ASSIGNED TASK
Only the lines of the data below from the one with "1241px,148px 1272px,119px 1296px,87px" through the one with "1554px,308px 1590px,345px 1620px,345px" are wanted. Repeat them exactly.

DATA LISTING
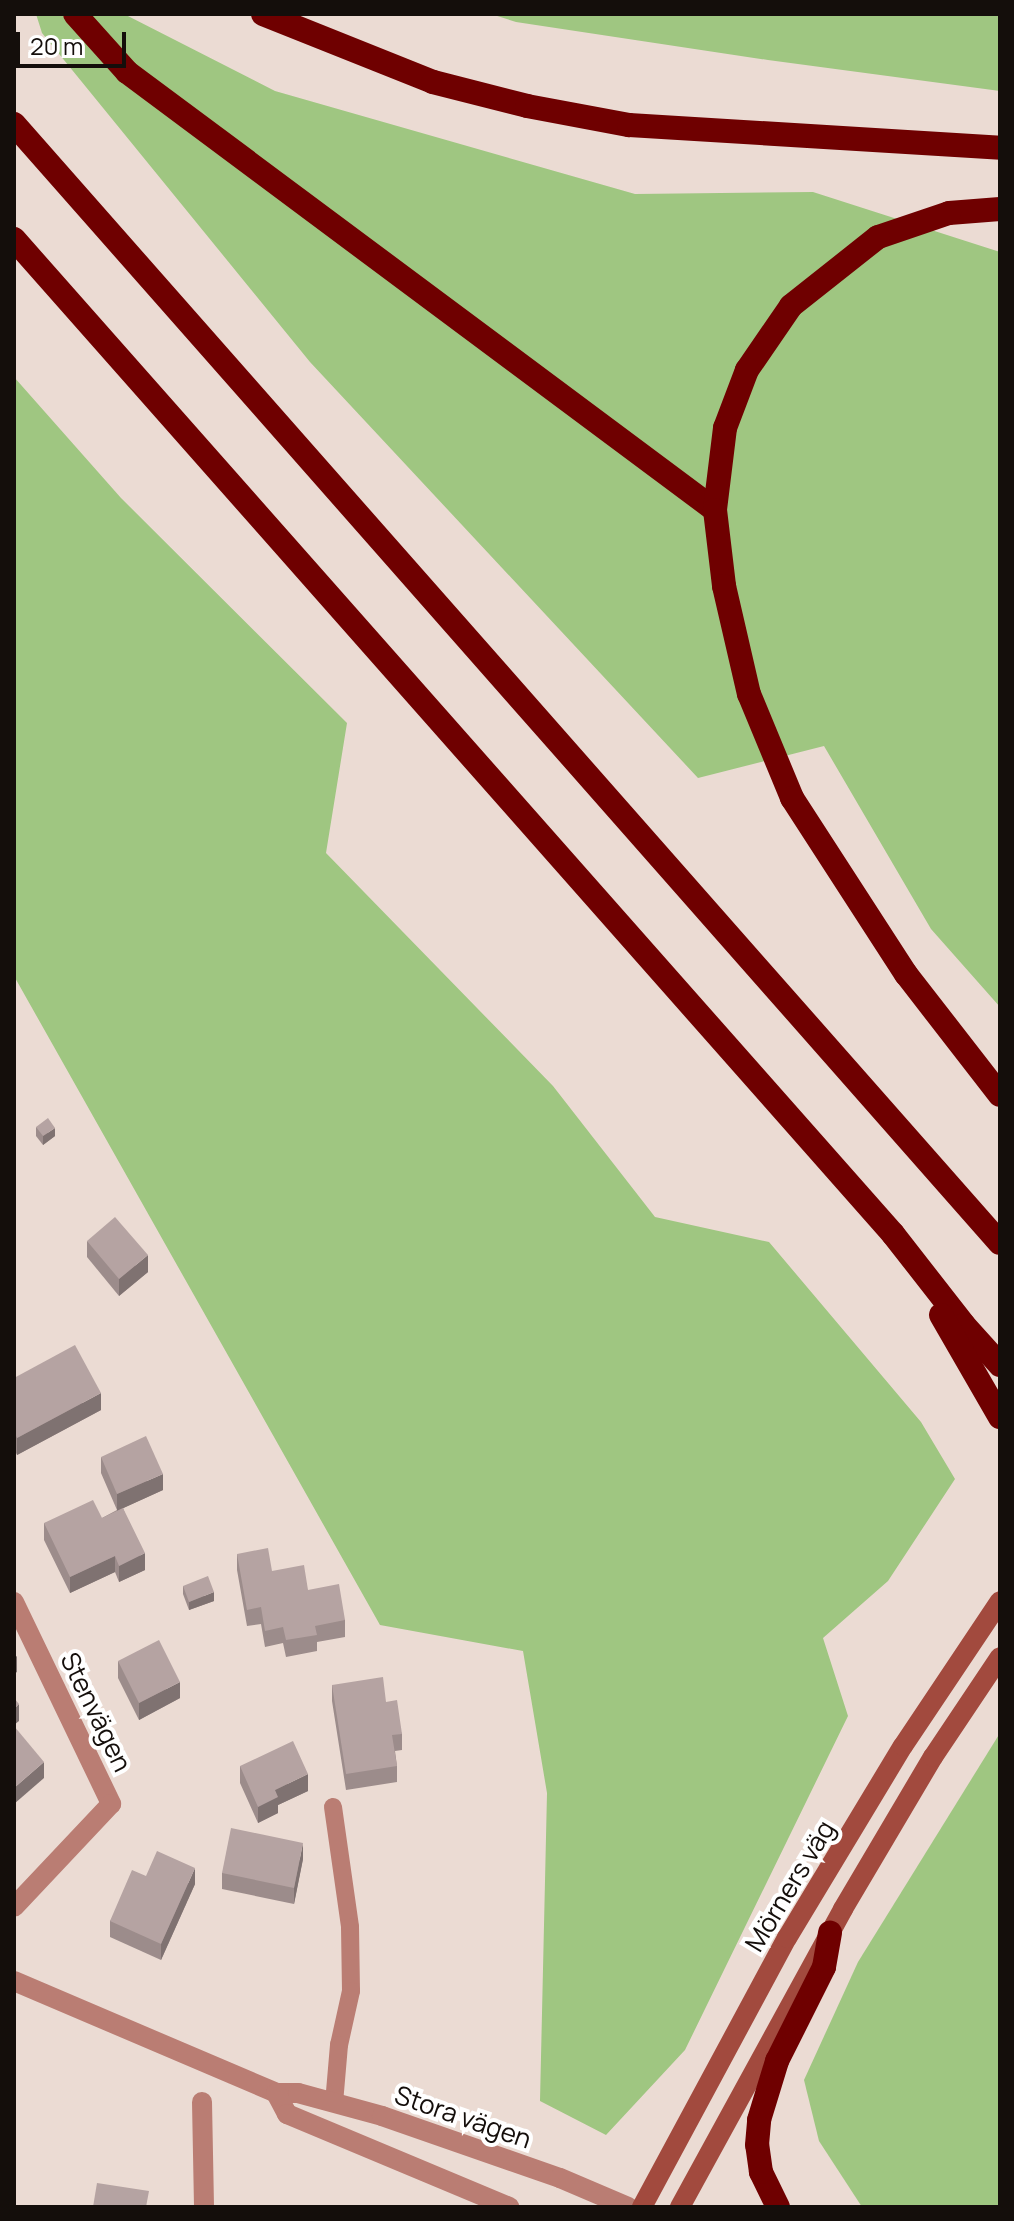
<!DOCTYPE html>
<meta charset="utf-8">
<style>
body{margin:0}
#map{position:relative;width:1014px;height:2221px;overflow:hidden;background:#ebdbd3;font-family:Manrope,sans-serif}
div>[style]{position:absolute}
.green>*{inset:0;background:#9fc681}
.service>*{height:18px;margin:-9px;padding:0 9px;transform-origin:9px;border-radius:9px;background:#ba7d73}
.minor>*{height:20px;margin:-10px;padding:0 10px;transform-origin:10px;border-radius:10px;background:#ba7d73}
.tertiary>*{height:20px;margin:-10px;padding:0 10px;transform-origin:10px;border-radius:10px;background:#ba7d73}
.secondary>*{height:20px;margin:-10px;padding:0 10px;transform-origin:10px;border-radius:10px;background:#a24a3e}
.motorway>*{height:24px;margin:-12px;padding:0 12px;transform-origin:12px;border-radius:12px;background:#6f0000}
.wall>*{inset:0;background:#9c8c8b}
.shaded-wall>*{inset:0;background:#7f7271}
.building>*{inset:0;background:#b5a3a2}
span{translate:-50% -50%;white-space:nowrap;text-align:center;line-height:1.15;-webkit-text-stroke:8px #fff;paint-order:stroke}
.street-label{font-size:26px;color:#140e0b}
.frame{position:absolute;inset:0;border:16px solid #140e0b;pointer-events:none}
.scale{position:absolute;left:16px;top:32px;width:110px;height:36px;box-sizing:border-box;border:4px solid #140e0b;border-top:0;padding-left:10px;font-size:24px;line-height:28px;white-space:nowrap;color:#140e0b;-webkit-text-stroke:6px #fff;paint-order:stroke}
</style>
<div id="map">
<div class="green">
<div style="clip-path:polygon(36px 14px,124px 14px,275px 91px,635px 194px,813px 192px,1000px 252px,1000px 1007px,931px 929px,824px 746px,698px 778px,310px 362px,42px 33px)"></div>
<div style="clip-path:polygon(491px 14px,1000px 14px,1000px 91px,768px 60px,516px 22px)"></div>
<div style="clip-path:polygon(14px 377px,121px 498px,347px 723px,326px 853px,553px 1086px,655px 1217px,769px 1242px,921px 1422px,955px 1479px,888px 1581px,823px 1638px,848px 1716px,685px 2050px,606px 2135px,540px 2101px,547px 1793px,523px 1651px,380px 1625px,14px 976px)"></div>
<div style="clip-path:polygon(1000px 1733px,1000px 2207px,862px 2207px,819px 2141px,804px 2080px,858px 1962px)"></div>
</div>
<div class="service">
<div style="left:333px;top:1807px;width:121px;rotate:81.9deg"></div>
<div style="left:350px;top:1927px;width:64px;rotate:89.1deg"></div>
<div style="left:351px;top:1991px;width:55px;rotate:102.5deg"></div>
<div style="left:339px;top:2045px;width:58px;rotate:94.9deg"></div>
</div>
<div class="minor">
<div style="left:14px;top:1602px;width:224px;rotate:64.3deg"></div>
<div style="left:111px;top:1804px;width:141px;rotate:133.3deg"></div>
<div style="left:202px;top:2102px;width:105px;rotate:88.9deg"></div>
</div>
<div class="tertiary">
<div style="left:14px;top:1981px;width:285px;rotate:23.1deg"></div>
<div style="left:276px;top:2093px;width:22px"></div>
<div style="left:298px;top:2093px;width:87px;rotate:15.3deg"></div>
<div style="left:382px;top:2116px;width:188px;rotate:19.2deg"></div>
<div style="left:560px;top:2178px;width:74px;rotate:23.1deg"></div>
<div style="left:276px;top:2093px;width:24px;rotate:62deg"></div>
<div style="left:287px;top:2114px;width:241px;rotate:22.7deg"></div>
</div>
<div class="secondary">
<div style="left:642px;top:2207px;width:306px;rotate:-61.7deg"></div>
<div style="left:787px;top:1938px;width:224px;rotate:-58.9deg"></div>
<div style="left:903px;top:1746px;width:174px;rotate:-56.2deg"></div>
<div style="left:680px;top:2207px;width:340px;rotate:-61.3deg"></div>
<div style="left:843px;top:1909px;width:177px;rotate:-59.4deg"></div>
<div style="left:933px;top:1757px;width:120px;rotate:-56.2deg"></div>
</div>
<div class="motorway">
<div style="left:75px;top:14px;width:78px;rotate:48.1deg"></div>
<div style="left:127px;top:72px;width:733px;rotate:36.68deg"></div>
<div style="left:263px;top:14px;width:183px;rotate:21.8deg"></div>
<div style="left:433px;top:82px;width:97px;rotate:14.3deg"></div>
<div style="left:527px;top:106px;width:104px;rotate:10.6deg"></div>
<div style="left:629px;top:125px;width:372px;rotate:3.5deg"></div>
<div style="left:14px;top:124px;width:1491px;rotate:48.62deg"></div>
<div style="left:1000px;top:209px;width:51px;rotate:175.5deg"></div>
<div style="left:949px;top:213px;width:75px;rotate:161.3deg"></div>
<div style="left:878px;top:237px;width:111px;rotate:141.6deg"></div>
<div style="left:791px;top:306px;width:78px;rotate:124.5deg"></div>
<div style="left:747px;top:370px;width:62px;rotate:110.8deg"></div>
<div style="left:725px;top:428px;width:83px;rotate:97deg"></div>
<div style="left:715px;top:510px;width:77px;rotate:83.2deg"></div>
<div style="left:724px;top:586px;width:111px;rotate:77deg"></div>
<div style="left:749px;top:694px;width:113px;rotate:67.5deg"></div>
<div style="left:792px;top:798px;width:210px;rotate:57.1deg"></div>
<div style="left:906px;top:974px;width:153px;rotate:52.2deg"></div>
<div style="left:14px;top:239px;width:1328px;rotate:48.54deg"></div>
<div style="left:893px;top:1234px;width:115px;rotate:52deg"></div>
<div style="left:964px;top:1325px;width:54px;rotate:48deg"></div>
<div style="left:941px;top:1315px;width:118px;rotate:60deg"></div>
<div style="left:778px;top:2207px;width:39px;rotate:-116deg"></div>
<div style="left:761px;top:2172px;width:27px;rotate:-98deg"></div>
<div style="left:757px;top:2145px;width:25px;rotate:-85deg"></div>
<div style="left:759px;top:2120px;width:62px;rotate:-73deg"></div>
<div style="left:777px;top:2061px;width:105px;rotate:-63.4deg"></div>
<div style="left:824px;top:1967px;width:35px;rotate:-80deg"></div>
</div>
<div class="wall">
<div style="clip-path:polygon(36px 1127px,55px 1136px,43px 1145px,36px 1136px)"></div>
<div style="clip-path:polygon(87px 1241px,148px 1272px,119px 1296px,87px 1257px)"></div>
<div style="clip-path:polygon(14px 1378px,101px 1410px,17px 1455px,14px 1449px)"></div>
<div style="clip-path:polygon(101px 1457px,163px 1490px,123px 1508px,145px 1570px,119px 1582px,115px 1572px,70px 1593px,44px 1540px,44px 1523px,102px 1518px,117px 1510px,101px 1473px)"></div>
<div style="clip-path:polygon(237px 1554px,308px 1590px,345px 1620px,345px 1637px,317px 1642px,317px 1651px,286px 1657px,283px 1643px,265px 1647px,261px 1624px,247px 1626px,237px 1570px)"></div>
<div style="clip-path:polygon(183px 1586px,214px 1601px,189px 1610px,183px 1594px)"></div>
<div style="clip-path:polygon(118px 1661px,180px 1698px,139px 1720px,118px 1678px)"></div>
<div style="clip-path:polygon(332px 1685px,386px 1702px,402px 1734px,402px 1750px,395px 1751px,397px 1766px,397px 1782px,346px 1790px,332px 1701px)"></div>
<div style="clip-path:polygon(240px 1766px,308px 1791px,278px 1805px,278px 1813px,258px 1823px,240px 1783px)"></div>
<div style="clip-path:polygon(303px 1859px,294px 1904px,222px 1889px,222px 1873px)"></div>
<div style="clip-path:polygon(146px 1876px,195px 1884px,161px 1960px,110px 1937px,110px 1921px)"></div>
</div>
<div class="shaded-wall">
<div style="clip-path:polygon(55px 1128px,55px 1136px,43px 1145px,43px 1136px)"></div>
<div style="clip-path:polygon(148px 1255px,148px 1272px,119px 1296px,119px 1279px)"></div>
<div style="clip-path:polygon(101px 1393px,101px 1410px,17px 1455px,17px 1438px)"></div>
<div style="clip-path:polygon(163px 1474px,163px 1490px,117px 1511px,117px 1494px)"></div>
<div style="clip-path:polygon(145px 1553px,145px 1570px,119px 1582px,119px 1566px)"></div>
<div style="clip-path:polygon(115px 1556px,115px 1572px,70px 1593px,70px 1577px)"></div>
<div style="clip-path:polygon(214px 1592px,214px 1601px,189px 1610px,189px 1602px)"></div>
<div style="clip-path:polygon(17px 1656px,17px 1672px,14px 1674px,14px 1658px)"></div>
<div style="clip-path:polygon(180px 1682px,180px 1698px,139px 1720px,139px 1703px)"></div>
<div style="clip-path:polygon(19px 1704px,19px 1721px,14px 1725px,14px 1709px)"></div>
<div style="clip-path:polygon(44px 1762px,44px 1778px,14px 1804px,14px 1788px)"></div>
<div style="clip-path:polygon(308px 1774px,308px 1791px,278px 1805px,278px 1813px,258px 1823px,258px 1807px,275px 1790px)"></div>
<div style="clip-path:polygon(303px 1843px,303px 1859px,294px 1904px,294px 1888px)"></div>
<div style="clip-path:polygon(195px 1868px,195px 1884px,161px 1960px,161px 1944px)"></div>
</div>
<div class="building">
<div style="clip-path:polygon(48px 1118px,55px 1128px,43px 1136px,36px 1127px)"></div>
<div style="clip-path:polygon(115px 1217px,148px 1255px,119px 1279px,87px 1241px)"></div>
<div style="clip-path:polygon(75px 1345px,101px 1393px,17px 1438px,14px 1432px,14px 1378px)"></div>
<div style="clip-path:polygon(146px 1436px,163px 1474px,117px 1494px,101px 1457px)"></div>
<div style="clip-path:polygon(93px 1500px,102px 1518px,123px 1508px,145px 1553px,119px 1566px,115px 1556px,70px 1577px,44px 1523px)"></div>
<div style="clip-path:polygon(268px 1548px,272px 1571px,304px 1565px,308px 1590px,339px 1584px,345px 1620px,315px 1626px,317px 1635px,286px 1640px,283px 1627px,265px 1631px,261px 1607px,247px 1610px,237px 1554px)"></div>
<div style="clip-path:polygon(208px 1576px,214px 1592px,189px 1602px,183px 1586px)"></div>
<div style="clip-path:polygon(159px 1640px,180px 1682px,139px 1703px,118px 1661px)"></div>
<div style="clip-path:polygon(383px 1677px,386px 1702px,397px 1700px,402px 1734px,392px 1735px,397px 1766px,346px 1774px,332px 1685px)"></div>
<div style="clip-path:polygon(14px 1698px,19px 1704px,14px 1709px)"></div>
<div style="clip-path:polygon(14px 1726px,44px 1762px,14px 1788px)"></div>
<div style="clip-path:polygon(293px 1741px,308px 1774px,275px 1790px,278px 1797px,258px 1807px,240px 1766px)"></div>
<div style="clip-path:polygon(231px 1828px,303px 1843px,294px 1888px,222px 1873px)"></div>
<div style="clip-path:polygon(157px 1851px,195px 1868px,161px 1944px,110px 1921px,132px 1870px,146px 1876px)"></div>
<div style="clip-path:polygon(97px 2183px,149px 2191px,146px 2207px,93px 2207px)"></div>
</div>
<div class="street-label">
<span style="left:96px;top:1712px;rotate:64deg">Stenvägen</span>
<span style="left:790px;top:1886px;rotate:-59deg">Mörners väg</span>
<span style="left:463px;top:2117px;rotate:19deg">Stora vägen</span>
</div>
<div class="frame"></div>
<div class="scale">20 m</div>
</div>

TASK RESPONSE
<div style="clip-path:polygon(87px 1241px,148px 1272px,119px 1296px,87px 1257px)"></div>
<div style="clip-path:polygon(14px 1378px,101px 1410px,17px 1455px,14px 1449px)"></div>
<div style="clip-path:polygon(101px 1457px,163px 1490px,123px 1508px,145px 1570px,119px 1582px,115px 1572px,70px 1593px,44px 1540px,44px 1523px,102px 1518px,117px 1510px,101px 1473px)"></div>
<div style="clip-path:polygon(237px 1554px,308px 1590px,345px 1620px,345px 1637px,317px 1642px,317px 1651px,286px 1657px,283px 1643px,265px 1647px,261px 1624px,247px 1626px,237px 1570px)"></div>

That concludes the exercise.